I believe you will be interested now to read about the kind of assistance the Fund provides. During 1956 the Fund gave financial assistance in the form of grants or loans in 17,000 instances. The amounts spent on each case varied considerably, being governed by one factor only, the need of each applicant. It is worth while stressing, however, that the cost of each case is rising, keeping step with the remorseless increase in the cost of living. While expenditure was 9 per cent, higher in 1956 than during the previous year, the number of awards made was approximately the same.
How is this money spent?
First, let me say a word about education, which continues to require the greatest amount of money and which, evidence proves, is one of the most valuable forms of help that could be given. It is the Fund's policy to provide for children of deceased and disabled officers and airmen the sort of education they would have enjoyed had their fathers lived or not suffered disablement. To that end, more than .£200,000 was expended last year, and since the end of the war the total expenditure on education exceeds .£1,300,000. In addition to placing children at schools of all types, the Fund also maintains its own school at Vanbrugh Castle, Blackheath. I am pleased to tell you that a party of boys from there attended the rehearsal of this concert today, thanks to the kindness of Sir John Barbirolli.
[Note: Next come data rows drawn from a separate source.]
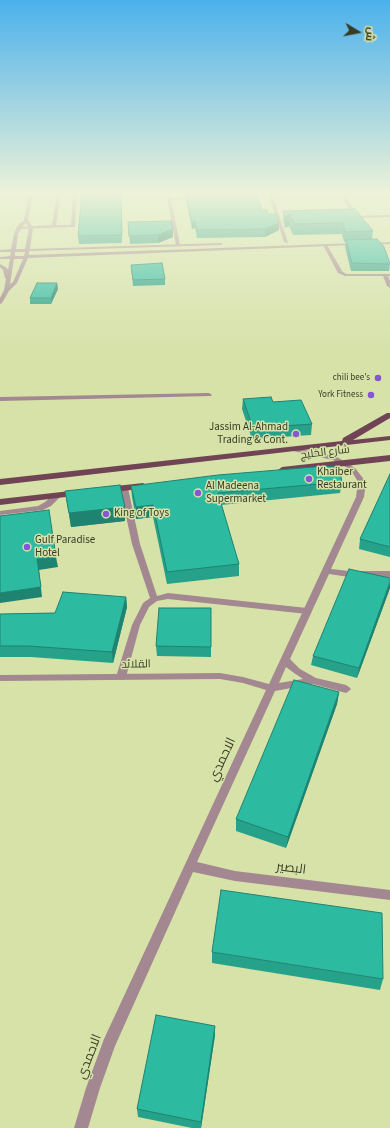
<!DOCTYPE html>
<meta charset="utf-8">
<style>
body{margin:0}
#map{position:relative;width:390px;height:1128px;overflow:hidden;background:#d7e2a9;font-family:"Source Sans 3",Cairo,sans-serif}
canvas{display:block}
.north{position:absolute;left:338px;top:12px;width:40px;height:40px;-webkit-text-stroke:3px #d7e2a9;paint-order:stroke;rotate:100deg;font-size:11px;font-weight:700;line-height:16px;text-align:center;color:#373b24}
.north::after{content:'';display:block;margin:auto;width:14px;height:18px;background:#373b24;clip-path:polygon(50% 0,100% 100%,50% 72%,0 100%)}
</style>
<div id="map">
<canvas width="390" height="1128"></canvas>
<div class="north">ش</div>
</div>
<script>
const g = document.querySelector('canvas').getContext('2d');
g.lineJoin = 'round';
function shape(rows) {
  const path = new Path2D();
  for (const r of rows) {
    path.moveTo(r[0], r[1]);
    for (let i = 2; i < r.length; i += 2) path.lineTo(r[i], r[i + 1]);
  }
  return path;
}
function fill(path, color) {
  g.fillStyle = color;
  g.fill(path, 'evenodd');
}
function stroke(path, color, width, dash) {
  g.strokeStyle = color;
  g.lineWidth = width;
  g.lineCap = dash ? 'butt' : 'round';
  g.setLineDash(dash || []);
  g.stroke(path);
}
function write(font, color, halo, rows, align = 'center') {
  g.font = font + ' "Source Sans 3",Cairo,sans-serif';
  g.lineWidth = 3;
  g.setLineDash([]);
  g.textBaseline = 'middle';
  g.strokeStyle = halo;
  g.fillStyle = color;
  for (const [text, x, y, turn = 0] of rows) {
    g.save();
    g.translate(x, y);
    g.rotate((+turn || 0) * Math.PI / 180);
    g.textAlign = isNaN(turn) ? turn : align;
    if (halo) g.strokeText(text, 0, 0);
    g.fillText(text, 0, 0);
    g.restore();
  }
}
fill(shape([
 [57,193,61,193,56,225,71,225,73,193,77,193,75,227,16,229,16,228,18,227,52,225,57,193],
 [166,193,170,193,171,198,196,197,198,198,196,199,171,200,180,245,178,246,176,245,166,193],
 [303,193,337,193,335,194,246,197,244,196,246,195,303,193],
 [323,244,327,245,342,271,346,274,390,274,390,276,388,276,390,281,390,288,387,286,383,276,345,276,338,273,323,245,323,244],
 [209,393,212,395,211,396,0,401,0,397,209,393],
 [121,486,127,486,128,488,140,544,157,596,168,593,307,608,310,609,311,611,310,613,307,614,168,599,157,601,149,607,140,625,126,677,124,679,121,680,118,679,116,677,132,625,143,603,150,598,132,544,120,488,121,486],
 [55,493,61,493,62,495,51,506,43,510,0,515,0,511,38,506,45,502,55,493]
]), '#a38891');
fill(shape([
 [268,193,272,193,288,243,284,242,268,193],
 [341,193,345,193,350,204,359,216,390,215,390,217,356,218,346,204,341,193],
 [291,447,337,457,355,468,366,482,364,497,331,569,349,571,390,571,390,577,349,577,329,574,290,659,300,669,316,678,346,685,349,687,351,689,349,691,346,693,313,684,275,691,197,862,235,871,390,890,390,900,235,881,193,872,115,1046,100,1088,88,1128,74,1128,86,1088,104,1039,266,690,243,683,220,679,0,681,0,675,220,673,243,677,269,684,356,497,358,482,351,470,333,460,289,450,288,449,291,447],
 [286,667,294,673,303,679,279,683,286,667]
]), '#a38891');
fill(shape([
 [29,193,33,193,28,220,33,228,30,249,221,243,223,244,221,245,29,251,29,255,355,243,357,244,355,245,28,258,17,283,9,291,2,303,0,304,0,298,4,290,6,279,5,278,3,270,0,267,0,264,7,268,8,270,10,259,0,259,0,257,10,256,11,252,0,252,0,250,11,249,14,234,18,225,24,220,29,193],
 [26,223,29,228,25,249,16,249,18,234,22,227,26,223],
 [15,252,25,252,24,256,15,256,15,252],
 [14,259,23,259,13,282,10,284,14,259],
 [390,242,390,244,371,245,369,244,371,243,390,242]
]), '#a38891');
fill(shape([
 [387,413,390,413,390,418,353,440,390,436,390,440,0,485,0,479,342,441,343,438,387,413],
 [390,455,390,461,282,473,278,470,282,467,390,455],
 [143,483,147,486,146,488,107,493,102,490,107,487,143,483],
 [79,490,82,491,84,493,82,495,0,505,0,499,79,490]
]), '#704454');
fill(shape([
 [121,193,122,243,79,244,78,236],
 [186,194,262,210,279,223,279,230,265,237,197,238,195,228,192,229,186,201],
 [355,209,373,231,372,239,390,264,389,271,351,271,345,247,346,242,344,242,342,234,293,235,289,226,285,228,283,221,283,211],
 [128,222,173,229,173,237,158,243,130,244],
 [131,265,165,279,165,285,133,286],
 [57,283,58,289,51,304,30,304,30,298],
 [243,399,273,402,312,424,311,435,252,439,242,409],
 [390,474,390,557,359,549,360,539],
 [342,482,340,493,221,505,239,564,239,576,167,584,153,517,136,519,132,497,131,486],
 [65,491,125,507,125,521,71,527],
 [390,578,390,588,357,678,311,665,313,656],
 [126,597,127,607,113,663,31,657,0,657,0,614,55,613],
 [211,608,211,657,157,656,156,646],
 [339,692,337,704,286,848,236,831,236,819],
 [212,952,383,979,380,990,212,963],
 [215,1035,201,1128,192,1128,138,1117,137,1109]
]), '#26a18a');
fill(shape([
 [290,215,289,226,285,228,285,217],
 [195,220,195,228,192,229,192,222],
 [279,223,279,230,265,237,265,229],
 [173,229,173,237,158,243,158,235],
 [57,283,58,289,51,304,51,298],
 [153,505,153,517,136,519,136,507],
 [125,507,125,521,71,527,69,513],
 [56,557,58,567,39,570,42,597,0,603,0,593,37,559],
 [390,582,390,588,357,678,359,668],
 [126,597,127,607,113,663,112,652],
 [339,692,337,704,286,848,288,837],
 [215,1026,215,1035,201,1128,201,1122]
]), '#1f8371');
const building = shape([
 [82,193,121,193,122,235,78,236,82,193],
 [209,193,256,193,262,210,267,210,268,214,276,214,279,223,265,229,197,230,195,220,192,222,186,194,209,193],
 [355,209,373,231,345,232,343,223,294,224,290,215,285,217,283,211,355,209],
 [171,221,173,229,158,235,129,236,128,222,171,221],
 [377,239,384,247,390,264,352,263,346,240,377,239],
 [162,263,165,279,133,280,131,265,162,263],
 [37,283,57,283,51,298,30,298,37,283],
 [271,397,273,402,301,400,312,424,253,428,243,399,271,397],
 [326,466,336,467,340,472,342,482,218,493,239,564,167,572,153,505,136,507,131,486,218,475,326,466],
 [390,474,390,547,360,539,390,474],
 [120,485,125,507,69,513,65,491,120,485],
 [49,510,56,557,37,559,41,587,0,593,0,516,49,510],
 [349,569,390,578,390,582,359,668,313,656,349,569],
 [63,592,126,597,112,652,29,646,0,646,0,614,55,613,63,592],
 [159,608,211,608,211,647,156,646,159,608],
 [294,680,339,692,288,837,236,819,294,680],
 [221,890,382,913,383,979,212,952,221,890],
 [156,1015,215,1026,201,1122,137,1109,156,1015]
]);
fill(building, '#2cbba1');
stroke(building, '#1f8371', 1);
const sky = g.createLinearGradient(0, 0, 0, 351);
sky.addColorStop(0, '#4bb1ec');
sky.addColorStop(0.55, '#edf2d8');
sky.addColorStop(1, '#edf2d800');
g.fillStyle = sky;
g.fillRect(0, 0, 390, 351);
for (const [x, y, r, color] of [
 [378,378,4,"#8458d2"],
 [371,395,4,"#8458d2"],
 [296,434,4,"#8458d2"],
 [309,479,4,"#8458d2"],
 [198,493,4,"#8458d2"],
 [106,514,4,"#8458d2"],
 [27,547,4,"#8458d2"]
]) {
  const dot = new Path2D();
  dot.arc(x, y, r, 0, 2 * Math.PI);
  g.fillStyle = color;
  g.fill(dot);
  stroke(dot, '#d7e2a9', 1.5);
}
write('9px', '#373b24', '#d7e2a9', [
 ["chili bee's",370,378],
 ["York Fitness",363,395]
], 'right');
write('11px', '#373b24', '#d7e2a9', [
 ["Jassim Al-Ahmad",288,428,"right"],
 ["Trading & Cont.",288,441,"right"],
 ["Khaiber",317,473],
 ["Restaurant",317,486],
 ["Al Madeena",206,487],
 ["Supermarket",206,500],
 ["King of Toys",114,514],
 ["Gulf Paradise",35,541],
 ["Hotel",35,554]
], 'left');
write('11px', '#373b24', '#d7e2a9', [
 ["شارع الخليج",325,453,-7],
 ["القلائد",136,665,-1]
]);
write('13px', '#373b24', '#d7e2a9', [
 ["الاحمدي",223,760,-65],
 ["البصير",291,869,7],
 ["الاحمدي",90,1057,-69]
]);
</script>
Apart from education, provision of housing and accommodation is a major item of expenditure in resettling widows and families following casualties or death from normal causes, and also in respect of long-service personnel entering civil life after their R.A.F. career.
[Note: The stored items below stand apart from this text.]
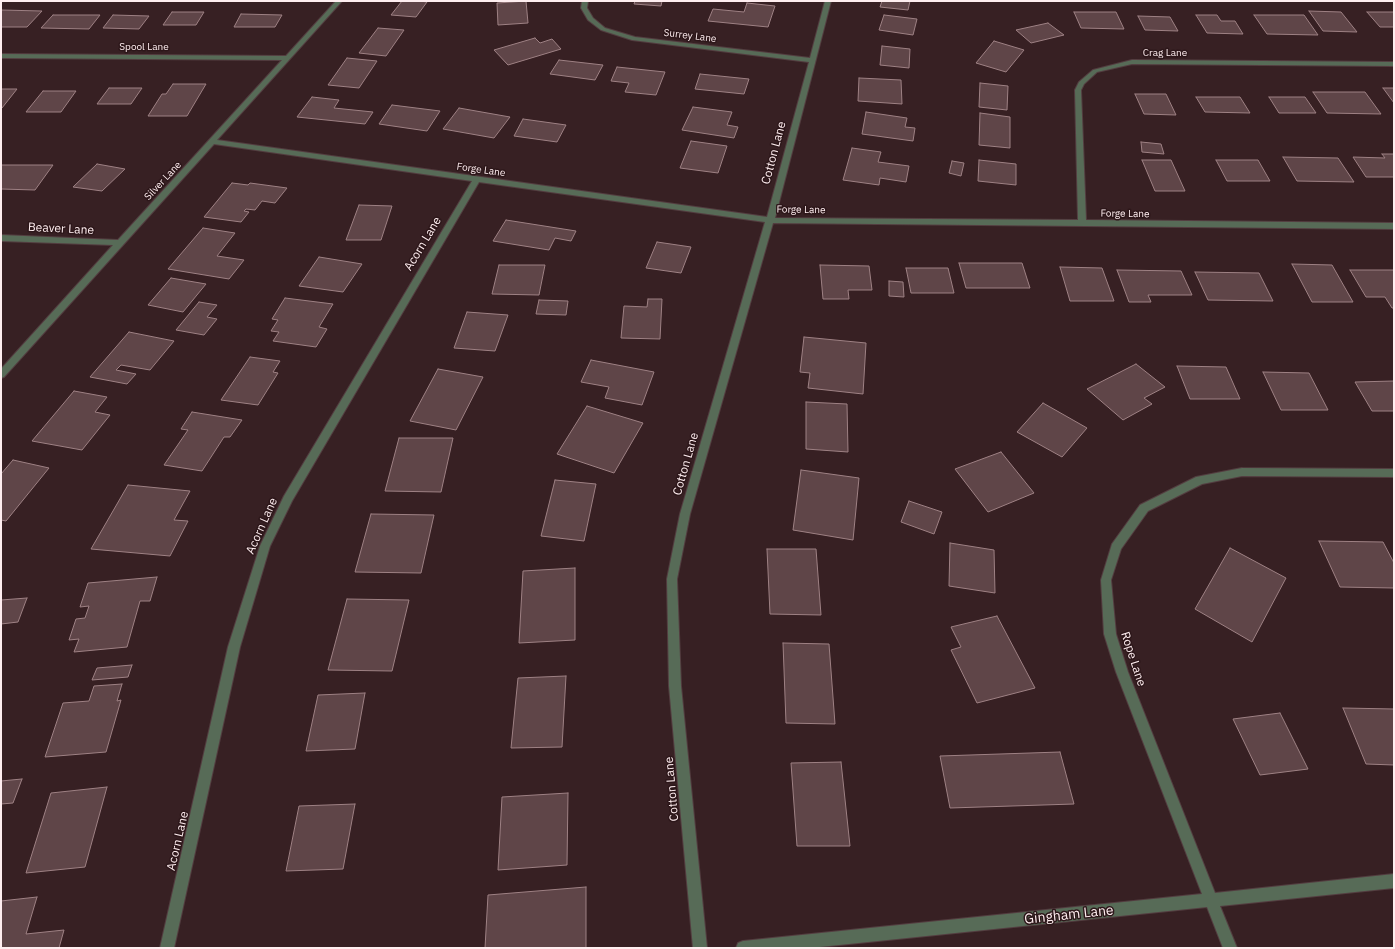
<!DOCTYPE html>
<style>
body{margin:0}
#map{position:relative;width:1395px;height:949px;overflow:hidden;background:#372023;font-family:"IBM Plex Sans",sans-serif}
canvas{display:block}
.frame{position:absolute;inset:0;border:2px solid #ffeef0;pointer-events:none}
</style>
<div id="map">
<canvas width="1395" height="949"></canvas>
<div class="frame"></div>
</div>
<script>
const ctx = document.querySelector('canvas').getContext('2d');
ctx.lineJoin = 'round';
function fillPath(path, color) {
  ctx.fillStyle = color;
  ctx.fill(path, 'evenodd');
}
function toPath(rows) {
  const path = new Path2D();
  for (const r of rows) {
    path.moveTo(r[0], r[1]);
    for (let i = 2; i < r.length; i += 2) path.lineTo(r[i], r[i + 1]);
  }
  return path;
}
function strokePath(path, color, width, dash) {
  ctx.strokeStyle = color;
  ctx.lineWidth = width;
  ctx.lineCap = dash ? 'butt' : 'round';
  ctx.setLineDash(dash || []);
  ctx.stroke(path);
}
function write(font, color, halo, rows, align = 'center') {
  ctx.font = font + ' "IBM Plex Sans",sans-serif';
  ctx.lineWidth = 3;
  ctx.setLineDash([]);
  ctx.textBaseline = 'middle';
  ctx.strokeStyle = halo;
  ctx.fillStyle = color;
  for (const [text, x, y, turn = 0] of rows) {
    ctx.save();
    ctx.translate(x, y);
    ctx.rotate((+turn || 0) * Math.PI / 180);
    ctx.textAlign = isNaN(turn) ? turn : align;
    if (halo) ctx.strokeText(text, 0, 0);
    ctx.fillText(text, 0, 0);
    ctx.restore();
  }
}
const building = toPath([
 [402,1,420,1,427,2,416,17,391,15,402,1],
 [526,1,528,23,498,25,497,3,526,1],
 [635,1,662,1,661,6,634,4,635,1],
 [882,1,910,1,908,10,880,7,882,1],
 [747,3,775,6,768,27,708,21,713,9,744,12,747,3],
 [1,10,42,11,27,27,1,27,1,10],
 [1309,11,1341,12,1357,32,1323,31,1309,11],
 [172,12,204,12,196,25,163,25,172,12],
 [1074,12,1116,12,1124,29,1081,28,1074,12],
 [1367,12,1394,12,1394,27,1380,27,1367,12],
 [241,14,282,15,275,27,234,27,241,14],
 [53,15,100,15,89,29,41,28,53,15],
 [113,15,149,16,139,29,103,28,113,15],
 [884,15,917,19,913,35,879,30,884,15],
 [1196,15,1217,15,1221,21,1235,21,1243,34,1207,33,1196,15],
 [1254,15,1304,15,1318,35,1267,34,1254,15],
 [1138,16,1170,17,1178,31,1145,30,1138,16],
 [1048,23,1064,35,1031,43,1016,30,1048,23],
 [378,28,404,30,386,56,359,53,378,28],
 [535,38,540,43,552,39,561,49,508,65,494,50,535,38],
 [994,41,1024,50,1006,72,976,63,994,41],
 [882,46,910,49,909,68,880,65,882,46],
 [347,58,377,61,359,88,328,85,347,58],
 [559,60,603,65,595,80,550,74,559,60],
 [617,67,665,72,656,95,625,92,629,83,611,81,617,67],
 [700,74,749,79,744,94,695,89,700,74],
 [859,78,901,80,902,104,858,101,859,78],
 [980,83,1008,86,1007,110,979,107,980,83],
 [173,84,206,84,187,116,148,116,162,94,166,94,173,84],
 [109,88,142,88,131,104,97,104,109,88],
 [1383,88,1394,88,1394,103,1383,88],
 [1,89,17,89,2,108,1,108,1,89],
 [43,91,76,91,61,112,26,112,43,91],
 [1313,92,1365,92,1381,114,1327,113,1313,92],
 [1135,94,1166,94,1176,115,1144,114,1135,94],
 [312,97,339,100,334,108,373,112,365,124,297,117,312,97],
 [1196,97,1240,97,1250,113,1205,112,1196,97],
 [1269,97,1305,97,1316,113,1279,113,1269,97],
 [392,105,440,111,427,131,379,124,392,105],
 [693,107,732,112,727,125,738,127,734,138,682,130,693,107],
 [459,108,510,117,494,138,443,129,459,108],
 [866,112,907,118,905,127,915,128,913,141,862,134,866,112],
 [980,113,1010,117,1010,148,979,145,980,113],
 [523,119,566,125,557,142,514,136,523,119],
 [691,141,727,146,718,173,680,168,691,141],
 [1141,142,1161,144,1164,154,1142,152,1141,142],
 [852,148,881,152,878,162,909,166,906,182,880,178,879,185,843,180,852,148],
 [1382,154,1394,154,1394,177,1366,177,1353,157,1385,158,1382,154],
 [1283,157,1338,158,1354,182,1297,181,1283,157],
 [979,160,1016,164,1016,185,978,181,979,160],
 [1142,160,1171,160,1185,191,1155,191,1142,160],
 [1216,160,1258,160,1270,181,1227,181,1216,160],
 [952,161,964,163,961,176,949,173,952,161],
 [97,164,125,169,102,191,73,187,97,164],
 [1,165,53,165,35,190,1,189,1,165],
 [232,183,248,185,250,183,287,188,275,203,262,201,255,210,246,209,244,211,249,212,241,222,204,217,232,183],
 [359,205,392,206,381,240,346,240,359,205],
 [506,220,576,231,571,241,555,238,549,250,493,241,506,220],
 [203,228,235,233,217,256,244,260,229,279,168,269,203,228],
 [657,242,691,247,681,273,646,268,657,242],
 [319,257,362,264,343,292,299,286,319,257],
 [959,263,1022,263,1030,288,966,288,959,263],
 [1292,264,1332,265,1353,302,1312,302,1292,264],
 [499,265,545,265,539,295,492,294,499,265],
 [820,265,869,266,872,290,848,290,849,299,823,299,820,265],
 [1060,267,1102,268,1114,301,1070,301,1060,267],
 [906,268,948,268,954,293,911,293,906,268],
 [1117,270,1181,271,1192,295,1148,295,1151,302,1129,302,1117,270],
 [1350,270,1394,270,1394,308,1392,308,1385,297,1366,297,1350,270],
 [1195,272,1259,273,1273,301,1208,300,1195,272],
 [171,278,206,284,183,312,148,305,171,278],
 [889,281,903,282,904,297,889,296,889,281],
 [285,298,333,304,319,327,327,329,316,347,273,341,279,332,271,331,278,320,272,319,285,298],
 [648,299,662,299,660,339,621,338,624,306,647,307,648,299],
 [539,300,568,301,566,315,536,314,539,300],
 [199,302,217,305,207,317,217,319,204,335,176,330,199,302],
 [467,312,508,315,495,351,454,348,467,312],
 [129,332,174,341,150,370,121,365,116,370,136,374,127,384,90,377,129,332],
 [804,337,866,343,863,394,808,388,810,373,800,372,804,337],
 [250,357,280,361,273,372,278,373,258,405,221,400,250,357],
 [591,360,654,372,642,405,605,398,609,387,581,382,591,360],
 [1136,364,1165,387,1144,398,1152,404,1123,420,1087,389,1136,364],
 [1177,366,1226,367,1240,399,1190,399,1177,366],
 [438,369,483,377,456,430,410,421,438,369],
 [1263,372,1309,373,1328,410,1281,410,1263,372],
 [1394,381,1394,411,1372,411,1355,382,1394,381],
 [74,391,107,397,95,412,110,415,82,450,32,441,74,391],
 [806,402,847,404,848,452,806,449,806,402],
 [1043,403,1087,428,1062,457,1017,432,1043,403],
 [587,406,643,423,614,473,557,454,587,406],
 [192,412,242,420,230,437,224,437,202,471,164,465,188,430,181,429,192,412],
 [399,438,453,438,441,492,385,491,399,438],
 [1001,452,1034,493,988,512,955,469,1001,452],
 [13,460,49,468,6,521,1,520,1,474,13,460],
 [801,470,859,478,853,540,793,530,801,470],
 [555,480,596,484,584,541,541,536,555,480],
 [128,485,190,491,174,520,188,521,170,556,91,549,128,485],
 [909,501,942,512,934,534,901,522,909,501],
 [371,514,434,515,421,573,355,572,371,514],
 [1319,541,1383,542,1394,563,1394,588,1340,587,1319,541],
 [950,543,994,550,995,593,949,586,950,543],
 [1230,548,1286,578,1252,642,1195,609,1230,548],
 [767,549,816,549,821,615,770,614,767,549],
 [575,568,575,640,519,643,523,571,575,568],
 [157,577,150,601,140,601,127,647,74,652,79,639,69,640,76,619,85,618,89,606,80,607,88,583,157,577],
 [27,598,18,622,1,624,1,600,27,598],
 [347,599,409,600,392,671,328,670,347,599],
 [997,616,1035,688,977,703,951,650,961,647,951,627,997,616],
 [783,643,829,644,835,724,786,723,783,643],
 [132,665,128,677,92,680,97,668,132,665],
 [566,676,562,747,511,748,518,678,566,676],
 [122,684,117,701,121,700,106,752,45,757,63,703,89,701,94,686,122,684],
 [365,693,355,749,306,751,318,695,365,693],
 [1343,708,1394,709,1394,765,1366,764,1343,708],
 [1280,713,1308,769,1260,775,1233,719,1280,713],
 [1060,752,1074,804,950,808,940,756,1060,752],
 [841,762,850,846,797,846,791,763,841,762],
 [22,779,13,803,1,804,1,781,22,779],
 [107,787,85,867,26,873,51,793,107,787],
 [568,793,567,865,498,870,502,797,568,793],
 [355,804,343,869,286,871,299,806,355,804],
 [586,887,586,948,485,948,488,895,586,887],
 [37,897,26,934,64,930,59,948,1,948,1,901,37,897]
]);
const minor = toPath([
 [336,1,342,1,217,140,767,217,809,62,632,40,601,30,588,20,581,8,582,1,588,1,587,8,593,18,605,28,635,37,810,58,825,1,831,1,775,218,1078,220,1075,90,1079,82,1093,70,1132,60,1394,62,1394,66,1132,64,1097,72,1084,84,1081,90,1086,220,1394,223,1394,229,773,223,690,514,677,579,681,686,707,948,693,948,669,686,667,579,680,514,765,222,479,182,292,501,270,546,240,647,174,948,160,948,228,647,260,546,284,496,472,181,214,144,4,377,1,378,1,369,113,245,1,241,1,235,118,240,282,60,1,58,1,54,286,56,336,1],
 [1242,468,1394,469,1394,477,1242,476,1202,484,1148,511,1121,549,1111,580,1116,634,1128,672,1215,893,1394,874,1394,888,1220,906,1237,948,1223,948,1207,907,810,948,736,948,738,943,743,941,1202,894,1116,672,1104,634,1101,580,1112,544,1140,505,1196,477,1242,468]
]);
const farStreetnames = [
 ["Surrey Lane",690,36,7],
 ["Spool Lane",144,47],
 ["Crag Lane",1165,53],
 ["Forge Lane",481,170,8],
 ["Silver Lane",163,181,-47],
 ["Forge Lane",801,210,1],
 ["Forge Lane",1125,214,1]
];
const streetNames = [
 ["Cotton Lane",774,153,-75],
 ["Beaver Lane",61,229,3],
 ["Acorn Lane",423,244,-59],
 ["Cotton Lane",686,464,-74],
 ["Acorn Lane",262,526,-66],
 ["Rope Lane",1133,659,72],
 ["Cotton Lane",672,789,-95],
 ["Acorn Lane",178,841,-77]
];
const nearStreetnames = [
 ["Gingham Lane",1069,915,-6]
];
fillPath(building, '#5f4548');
strokePath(building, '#9e8184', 1);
strokePath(minor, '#533d40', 2);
fillPath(minor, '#576b57');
write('10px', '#ffeef0', '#2d171a', farStreetnames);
write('12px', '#ffeef0', '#2d171a', streetNames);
write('14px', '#ffeef0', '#2d171a', nearStreetnames);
</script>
Other categories include payment of essential debts. The "credit squeeze" has meant that many an ex-officer or airman running a business thanks to a bank overdraft is no longer able to obtain that help, so that in certain cases the Fund has to fill the breach.
Here are some brief—and necessarily anonymous—extracts from the Fund's 1956 case book: "removal expenses for parents of two aircrew, both killed"; "fee for secretarial training for aircrew officer's widow"; "winter clothing for whole family of ex-W.A.A.F. after husband's service in the Suez Canal Zone"; "clearing hire-purchase commitments for ex-flight sergeant forced into a sanatorium by T.B."; "buying a TV set to bring some light into the life of a completely paralysed former corporal."
So it goes on. Here is an account of a Jamaican corporal's son being flown to England for a serious operation not obtainable in the West Indies. Here is a warrant officer, 100 per cent, disabled by severe burns following an aircraft crash, resettled with his wife and two young children in a confectionery business. Here is provision being made for the passage home from India for the widow of a former aircraftman with three young children, plus help provided in buying clothing, beds and bedding for their new home in England.
I hope that in the limited space available to me I have said sufficient to account for the intense pride which we of this Fund feel in our work and to justify the confidence with which we therefore appeal to you—the public and the Service —for support. Only that support can enable us to carry on our work at a level which, though high, is no higher than the courage and the merits of those we serve.
It is with both pride and gratitude that I record the fact that a very high proportion of all ranks of the Service supports the Fund in a most practical manner—by an annual subscription.